» Assignment
Nothing in the data may be altered, so output all of it exactly.

(Saved entries)
=-=-=-=-=

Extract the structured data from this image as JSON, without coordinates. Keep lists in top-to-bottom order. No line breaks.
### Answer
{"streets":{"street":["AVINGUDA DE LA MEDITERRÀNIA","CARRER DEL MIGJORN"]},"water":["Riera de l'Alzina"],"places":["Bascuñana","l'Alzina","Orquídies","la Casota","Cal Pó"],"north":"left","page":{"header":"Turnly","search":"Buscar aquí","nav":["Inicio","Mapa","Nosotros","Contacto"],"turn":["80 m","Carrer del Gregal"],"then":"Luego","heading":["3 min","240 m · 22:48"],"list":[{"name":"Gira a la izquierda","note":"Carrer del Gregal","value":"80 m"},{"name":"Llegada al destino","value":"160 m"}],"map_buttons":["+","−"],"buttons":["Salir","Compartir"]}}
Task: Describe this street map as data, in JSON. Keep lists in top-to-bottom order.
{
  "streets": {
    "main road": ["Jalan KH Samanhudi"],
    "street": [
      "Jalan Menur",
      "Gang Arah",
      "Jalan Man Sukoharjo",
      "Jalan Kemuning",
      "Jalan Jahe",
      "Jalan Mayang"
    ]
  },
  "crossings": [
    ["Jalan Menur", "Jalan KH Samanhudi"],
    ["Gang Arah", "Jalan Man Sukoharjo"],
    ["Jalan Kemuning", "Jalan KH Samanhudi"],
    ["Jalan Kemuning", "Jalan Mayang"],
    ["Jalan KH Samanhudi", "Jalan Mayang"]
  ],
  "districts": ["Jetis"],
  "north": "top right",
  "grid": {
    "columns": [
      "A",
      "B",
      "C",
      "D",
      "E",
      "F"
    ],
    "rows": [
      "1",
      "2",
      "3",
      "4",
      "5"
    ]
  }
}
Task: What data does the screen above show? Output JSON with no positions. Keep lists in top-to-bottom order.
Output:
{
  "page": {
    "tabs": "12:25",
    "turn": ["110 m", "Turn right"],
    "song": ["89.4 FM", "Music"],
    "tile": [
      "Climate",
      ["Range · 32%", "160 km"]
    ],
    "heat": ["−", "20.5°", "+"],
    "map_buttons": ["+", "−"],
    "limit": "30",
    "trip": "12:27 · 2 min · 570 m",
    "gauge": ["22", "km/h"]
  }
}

=-=-=-=-=

» The answer
Extract the structured data from this image as JSON, without coordinates. Keep lists in top-to-bottom order. No line breaks.
### Answer
{"streets":{"street":["AVINGUDA DE LA MEDITERRÀNIA","CARRER DEL MIGJORN"]},"water":["Riera de l'Alzina"],"places":["Bascuñana","l'Alzina","Orquídies","la Casota","Cal Pó"],"north":"left","page":{"header":"Turnly","search":"Buscar aquí","nav":["Inicio","Mapa","Nosotros","Contacto"],"turn":["80 m","Carrer del Gregal"],"then":"Luego","heading":["3 min","240 m · 22:48"],"list":[{"name":"Gira a la izquierda","note":"Carrer del Gregal","value":"80 m"},{"name":"Llegada al destino","value":"160 m"}],"map_buttons":["+","−"],"buttons":["Salir","Compartir"]}}
Task: Describe this street map as data, in JSON. Keep lists in top-to-bottom order.
{
  "streets": {
    "main road": ["Jalan KH Samanhudi"],
    "street": [
      "Jalan Menur",
      "Gang Arah",
      "Jalan Man Sukoharjo",
      "Jalan Kemuning",
      "Jalan Jahe",
      "Jalan Mayang"
    ]
  },
  "crossings": [
    ["Jalan Menur", "Jalan KH Samanhudi"],
    ["Gang Arah", "Jalan Man Sukoharjo"],
    ["Jalan Kemuning", "Jalan KH Samanhudi"],
    ["Jalan Kemuning", "Jalan Mayang"],
    ["Jalan KH Samanhudi", "Jalan Mayang"]
  ],
  "districts": ["Jetis"],
  "north": "top right",
  "grid": {
    "columns": [
      "A",
      "B",
      "C",
      "D",
      "E",
      "F"
    ],
    "rows": [
      "1",
      "2",
      "3",
      "4",
      "5"
    ]
  }
}
Task: What data does the screen above show? Output JSON with no positions. Keep lists in top-to-bottom order.
Output:
{
  "page": {
    "tabs": "12:25",
    "turn": ["110 m", "Turn right"],
    "song": ["89.4 FM", "Music"],
    "tile": [
      "Climate",
      ["Range · 32%", "160 km"]
    ],
    "heat": ["−", "20.5°", "+"],
    "map_buttons": ["+", "−"],
    "limit": "30",
    "trip": "12:27 · 2 min · 570 m",
    "gauge": ["22", "km/h"]
  }
}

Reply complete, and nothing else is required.